▸ Instructions to follow:
Look through the lines below and extract any with the word "labels".

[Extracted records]
┏━━
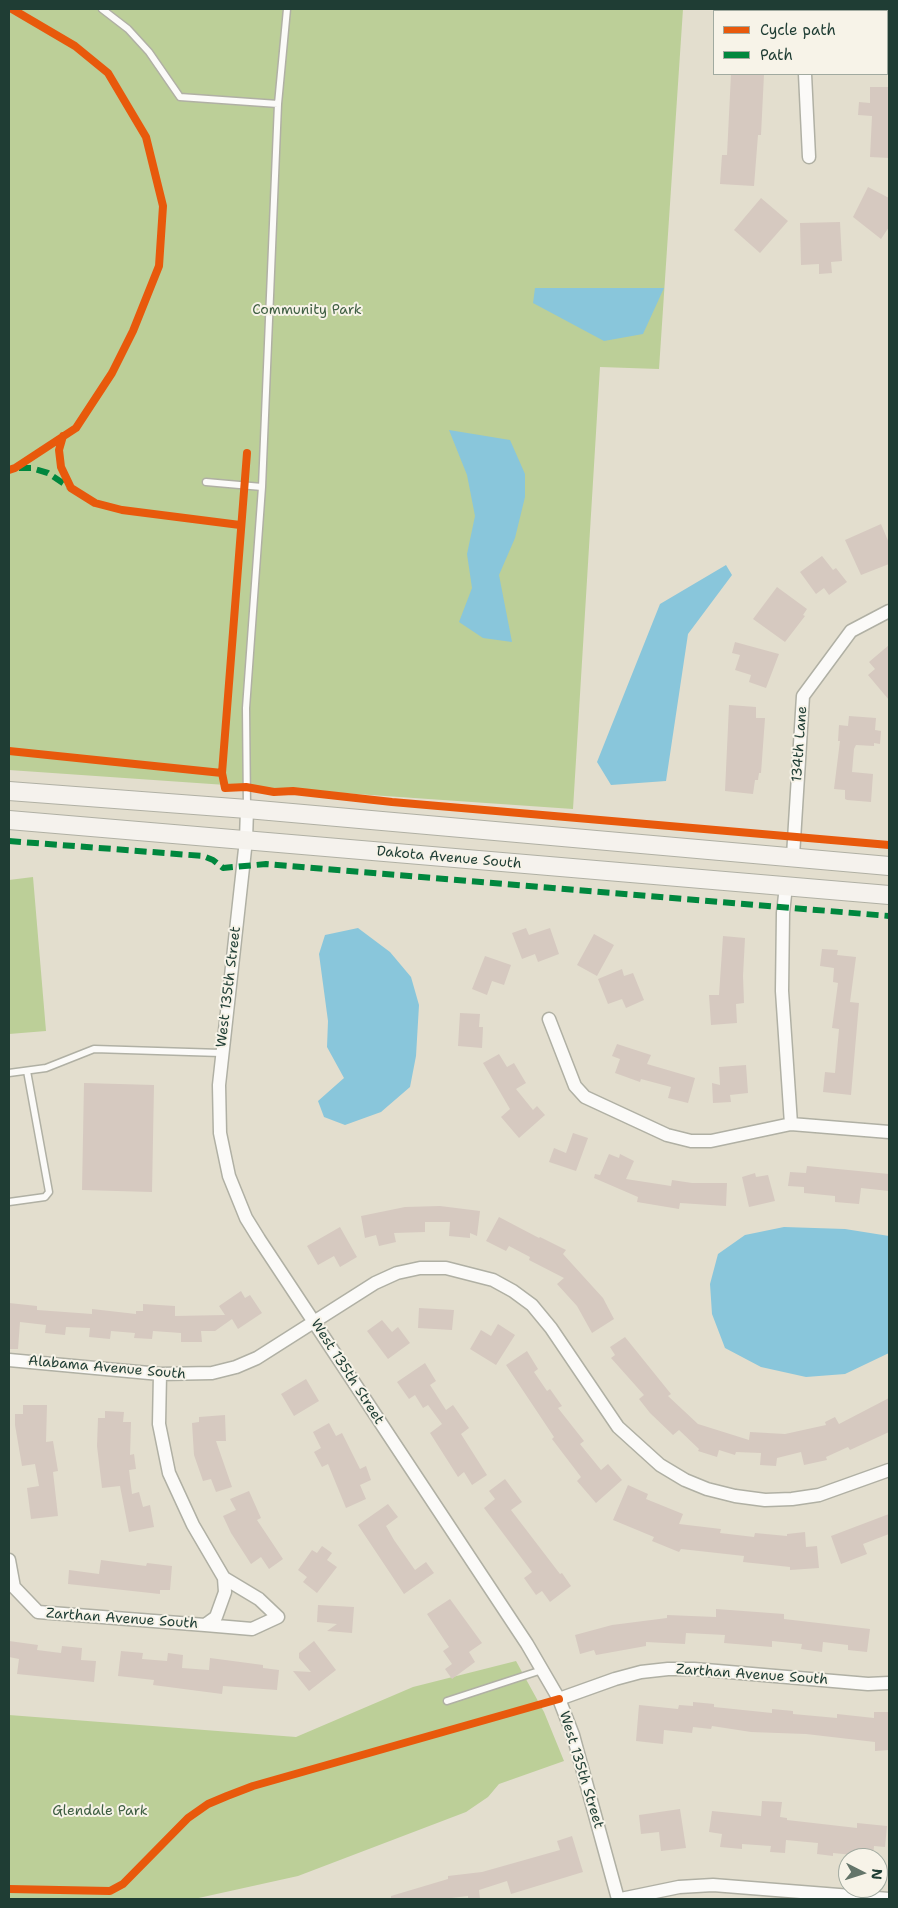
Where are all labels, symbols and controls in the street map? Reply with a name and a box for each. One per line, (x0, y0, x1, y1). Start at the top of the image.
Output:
legend (713, 10, 888, 75)
text: Cycle path (760, 20, 836, 40)
text: Path (760, 45, 793, 65)
park label: Community Park (252, 302, 362, 318)
street label: 134th Lane (789, 705, 811, 783)
street label: Dakota Avenue South (376, 843, 522, 873)
street label: West 135th Street (213, 925, 245, 1049)
street label: West 135th Street (307, 1316, 387, 1428)
street label: Alabama Avenue South (27, 1353, 187, 1383)
street label: Zarthan Avenue South (45, 1605, 199, 1633)
street label: Zarthan Avenue South (675, 1661, 829, 1689)
street label: West 135th Street (555, 1709, 607, 1831)
park label: Glendale Park (52, 1803, 148, 1819)
north arrow (838, 1848, 888, 1898)
text: N (867, 1868, 886, 1881)

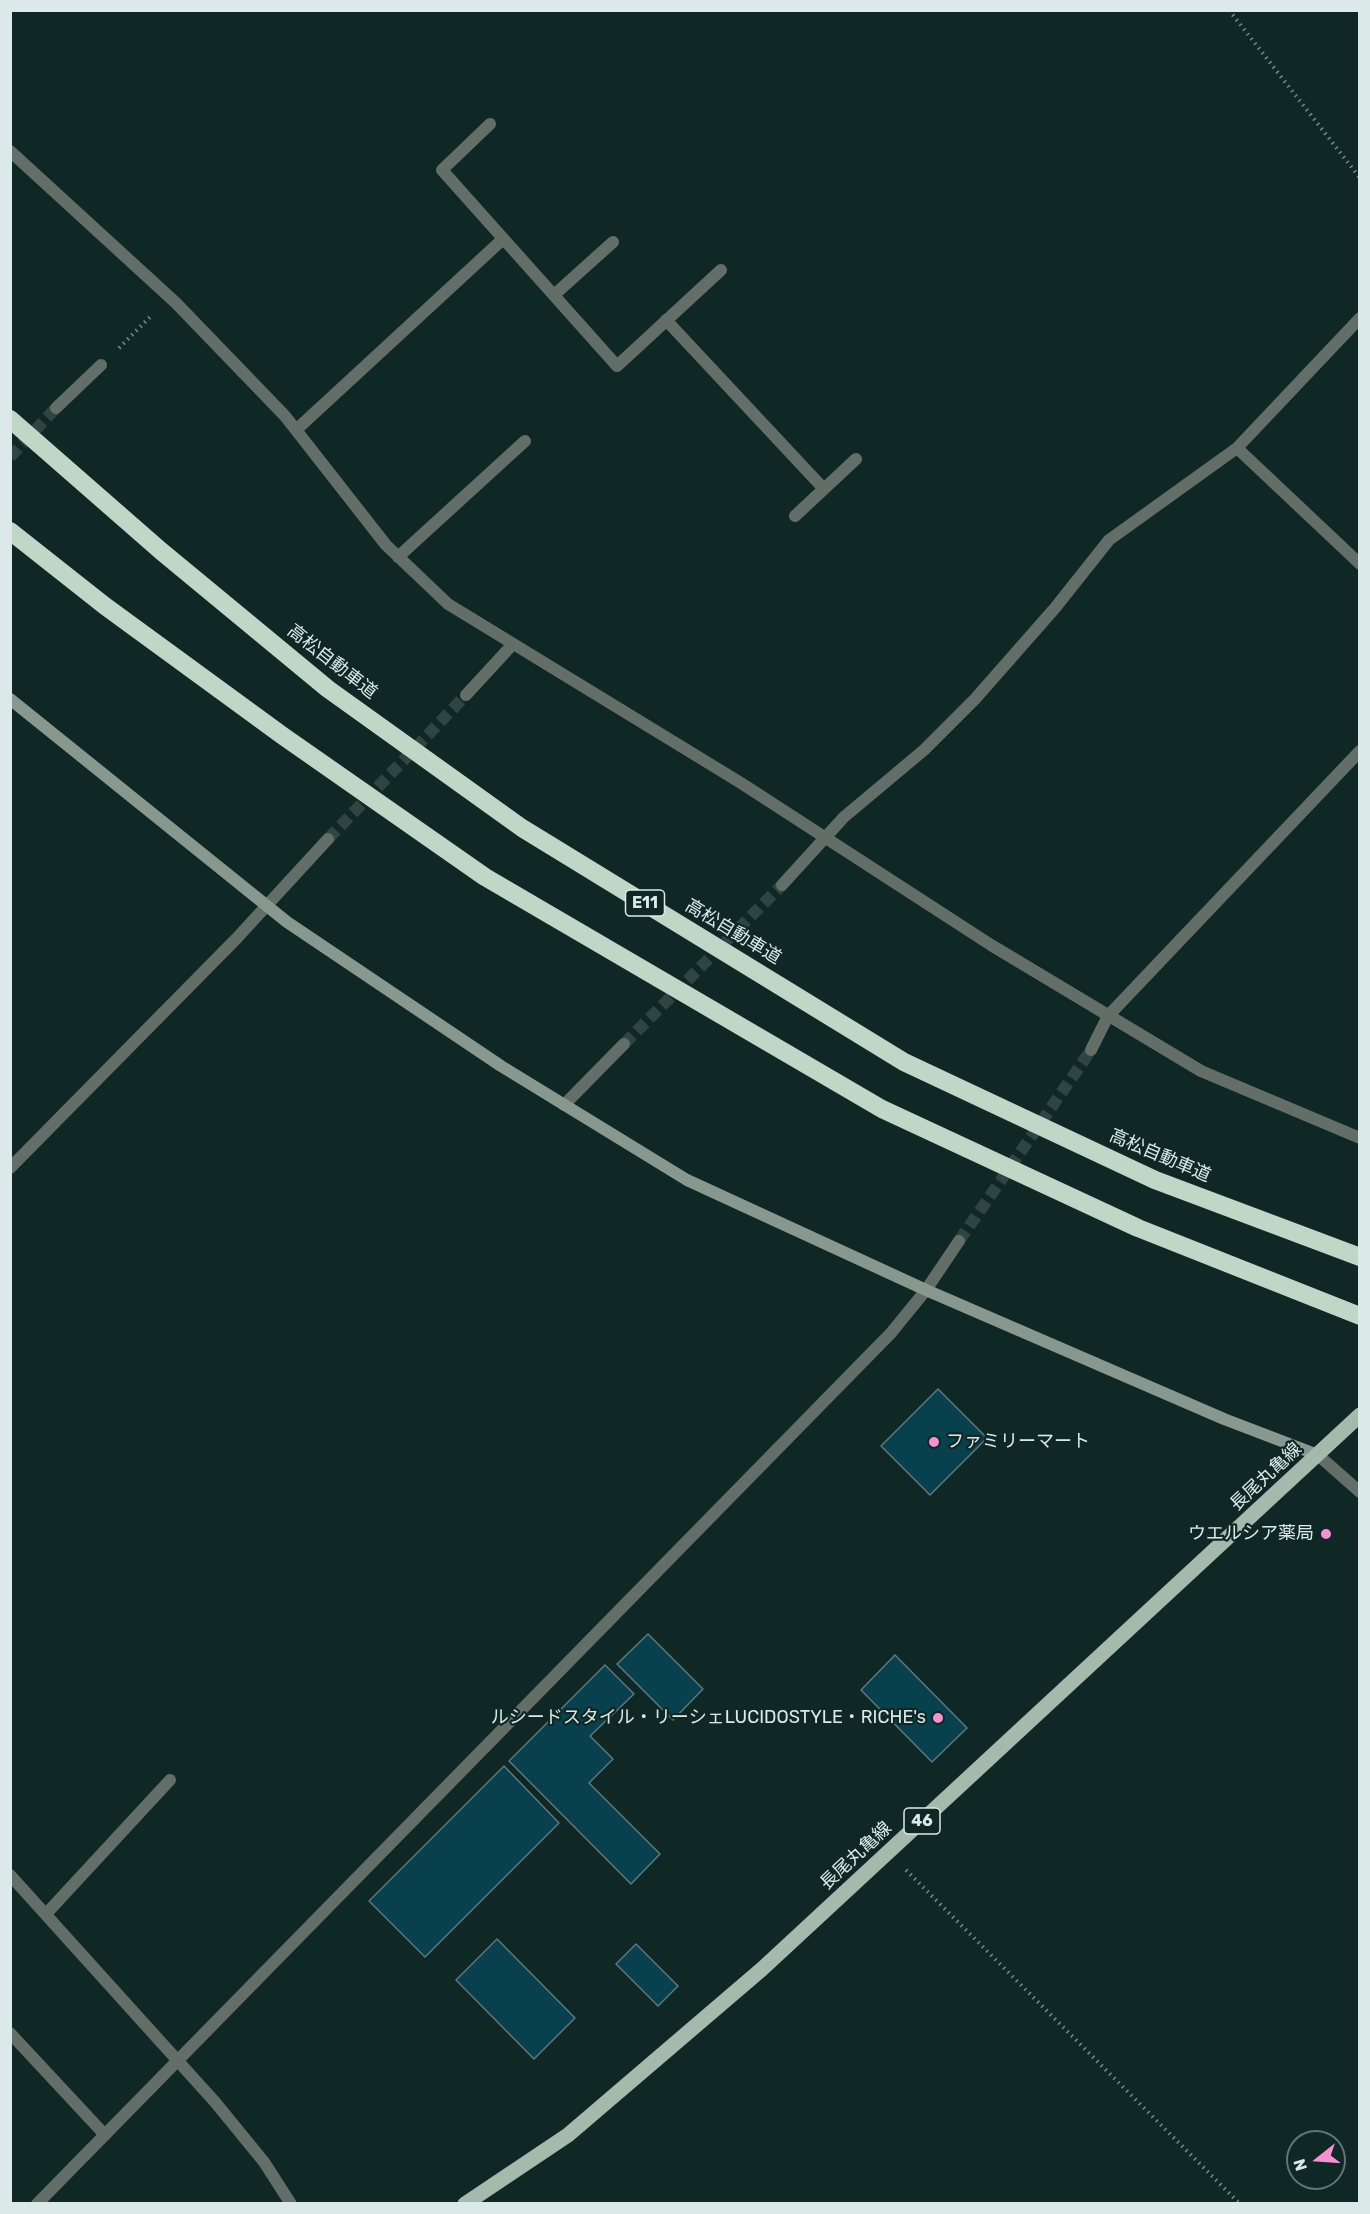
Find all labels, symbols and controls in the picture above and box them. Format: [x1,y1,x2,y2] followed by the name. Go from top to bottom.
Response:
┗━━
▸ Completed exercise:
Where are all labels, symbols and controls in the street map? Reply with a name and a box for each. One per line, (x0, y0, x1, y1). Start at the top of the image.
Find all labels, symbols and controls in the picture above and box them. Format: [x1,y1,x2,y2] followed by the name. Go from top to bottom.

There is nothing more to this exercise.